Suivant procès-verbal rédigé le 4 avril 2014, la commune de Donchery (ci-après « la commune ») a fait constater que le chemin, partant des lieudits de La Claire et de l’Aubette pour aboutir au lieudit du Terme de la Borne, était barré, à l’entrée et à la sortie du domaine du groupement forestier, par l’édification récente de grilles métalliques fermées à clé.
Par acte d’huissier en date du 27 août 2015, la commune a fait assigner le groupement forestier devant le juge des référés du tribunal de grande instance de Charleville-Mézières afin de lui voir enjoindre de rétablir la libre circulation sur ce chemin en faisant enlever, sous peine d’astreinte, les grilles métalliques en barrant l’accès.
Le groupement forestier a conclu qu’il n’y avait pas lieu à référé et subsidiairement, sur le fond, que la commune devait être déboutée de sa demande.
Par ordonnance rendue le 1er décembre 2015, le juge des référés du tribunal de grande instance de Charleville-Mézières a ordonné au groupement forestier de rétablir le libre accès du chemin dit des « Bois de Donchery » en procédant au démontage des portes métalliques dans le délai de 15 jours à compter de la signification de l’ordonnance sous peine d’astreinte et il a condamné le défendeur aux dépens et à payer à la commune la somme de 800 euros sur le fondement de l’article 700 du code de procédure civile.
Le juge des référés a retenu sa compétence en relevant qu’il y avait lieu de faire cesser un trouble manifestement illicite. Sur le fond, il a considéré que le chemin litigieux était un chemin d’exploitation soumis au régime des articles L162-2 et suivants du code rural et que la suppression de tels chemins ne peut être décidée qu’en cas de consentement unanime de tous les propriétaires qui ont le droit de s’en servir.

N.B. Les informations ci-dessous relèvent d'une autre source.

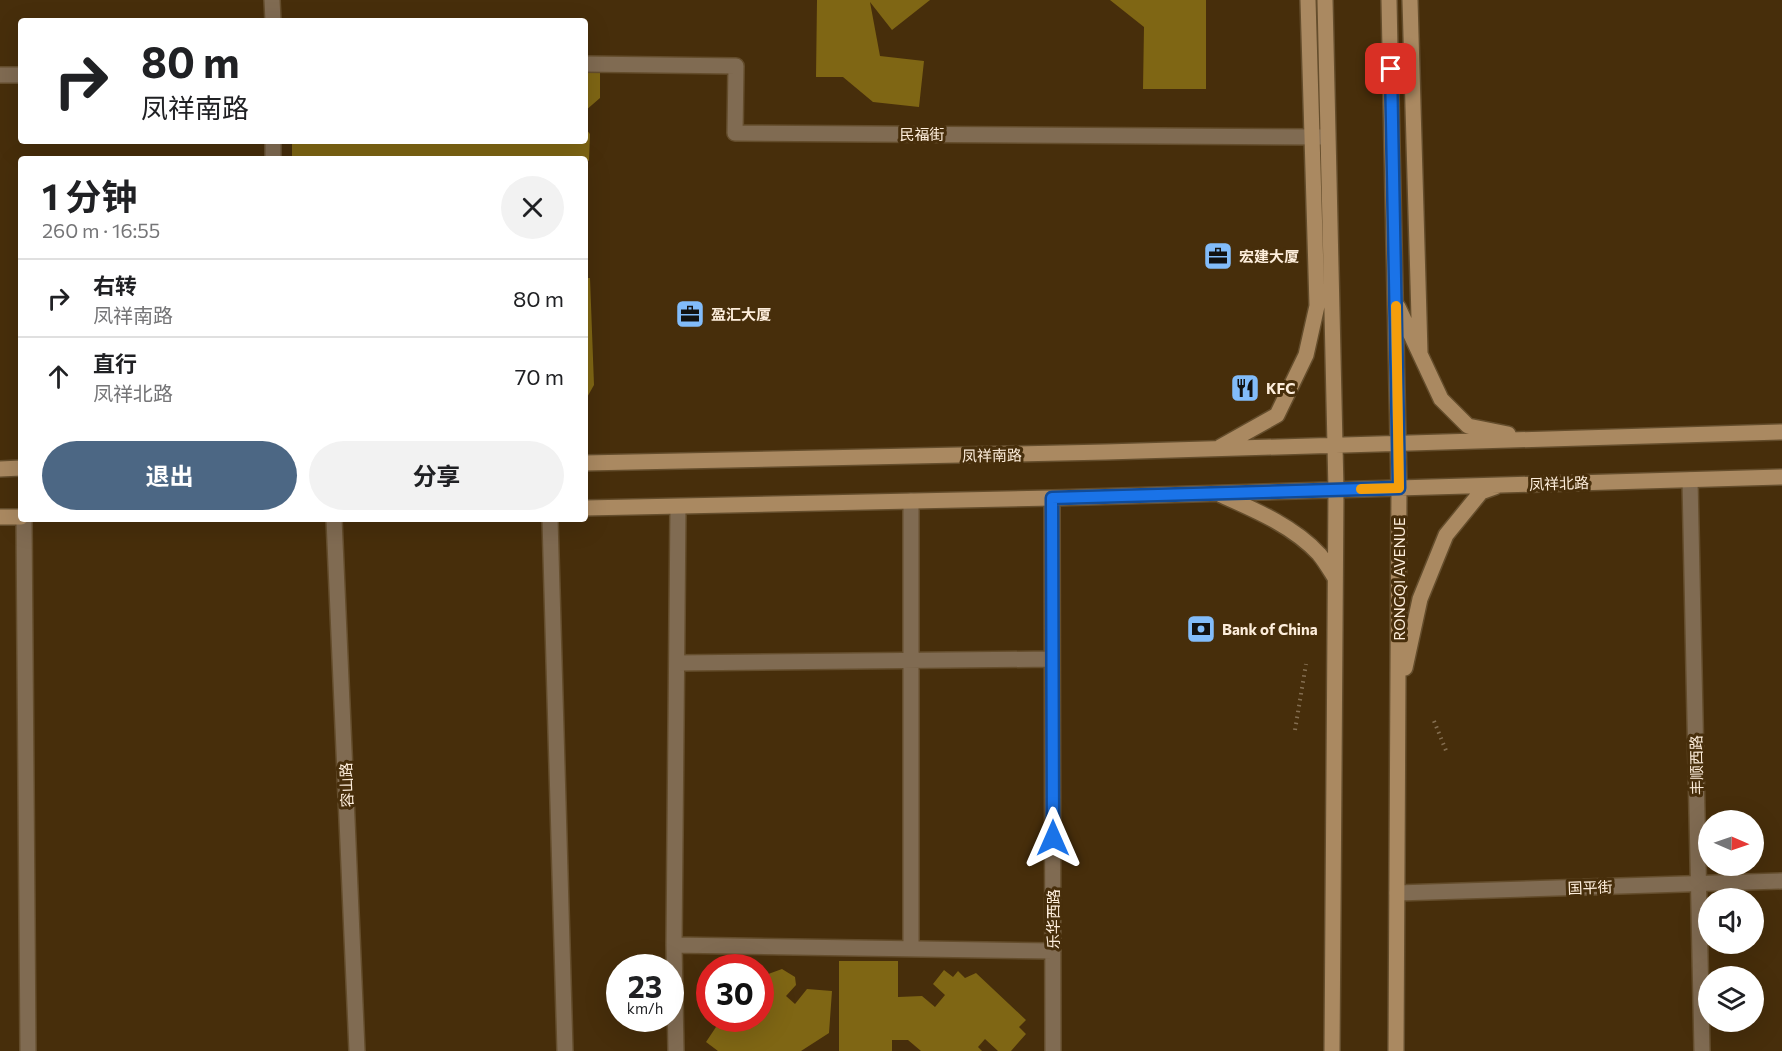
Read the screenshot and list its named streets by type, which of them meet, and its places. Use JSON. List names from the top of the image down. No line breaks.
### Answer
{"streets":{"street":["民福街","凤祥南路","凤祥北路","RONGQI AVENUE","丰顺西路","容山路","国平街","乐华西路"]},"crossings":[["凤祥南路","RONGQI AVENUE"],["凤祥北路","RONGQI AVENUE"],["凤祥北路","丰顺西路"],["RONGQI AVENUE","国平街"],["丰顺西路","国平街"]],"places":{"office":["宏建大厦","盈汇大厦"],"restaurant":["KFC"],"bank":["Bank of China"]},"north":"right","page":{"turn":["80 m","凤祥南路"],"heading":["1 分钟","260 m · 16:55"],"list":[{"name":"右转","note":"凤祥南路","value":"80 m"},{"name":"直行","note":"凤祥北路","value":"70 m"}],"buttons":["退出","分享"],"speed":"23 km/h","limit":"30"}}
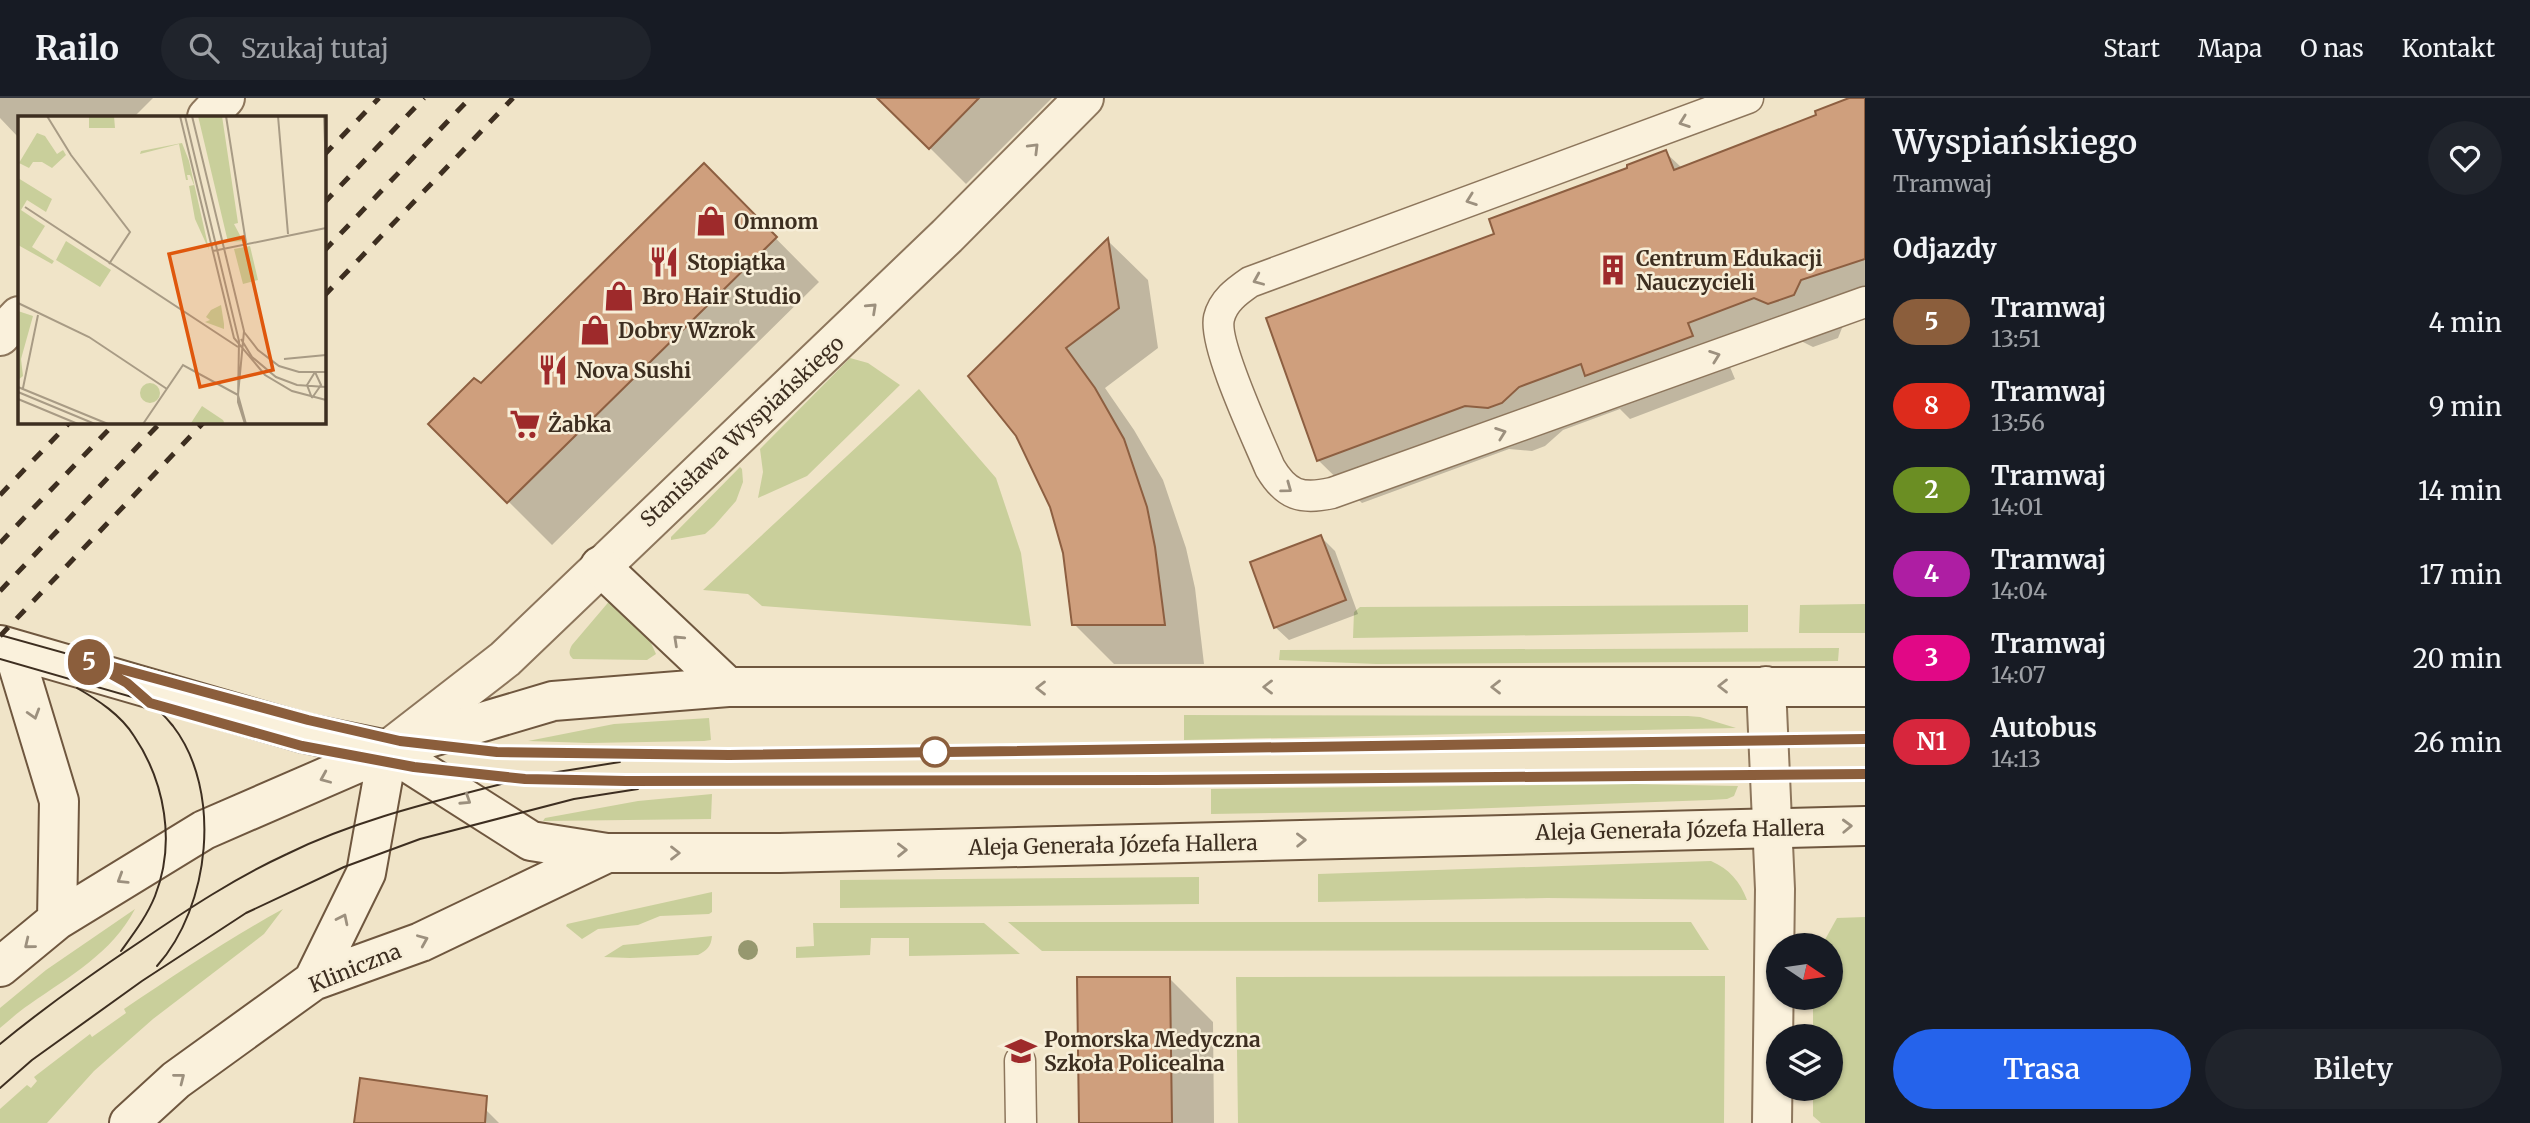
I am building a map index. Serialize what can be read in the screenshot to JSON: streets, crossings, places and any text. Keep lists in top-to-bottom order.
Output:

Par déclaration en date du 29 décembre 2015, le groupement forestier a interjeté appel de cette ordonnance.
Par conclusions déposées le 24 février 2016, le groupement forestier demande à la cour d’infirmer l’ordonnance déférée et, à titre principal, de dire que le chemin dit « du Bois de Donchery » n’est pas un chemin d’exploitation, qu’il ne peut dès lors être ouvert à la circulation entre les lieudits « L’Aubette » et « Le Terme de la Borne », de sorte que la commune doit être déboutée de ses demandes d’enlèvement des grilles. Subsidiairement, si le chemin litigieux était considéré comme chemin d’exploitation, le groupement forestier demande à la cour de le déclarer réservé à la communication et à l’exploitation des fonds riverains, à l’exclusion du public. Enfin, le groupement forestier sollicite la condamnation de la commune à lui payer la somme de 5 000 euros sur le fondement de l’article 700 du code de procédure civile, outre les dépens.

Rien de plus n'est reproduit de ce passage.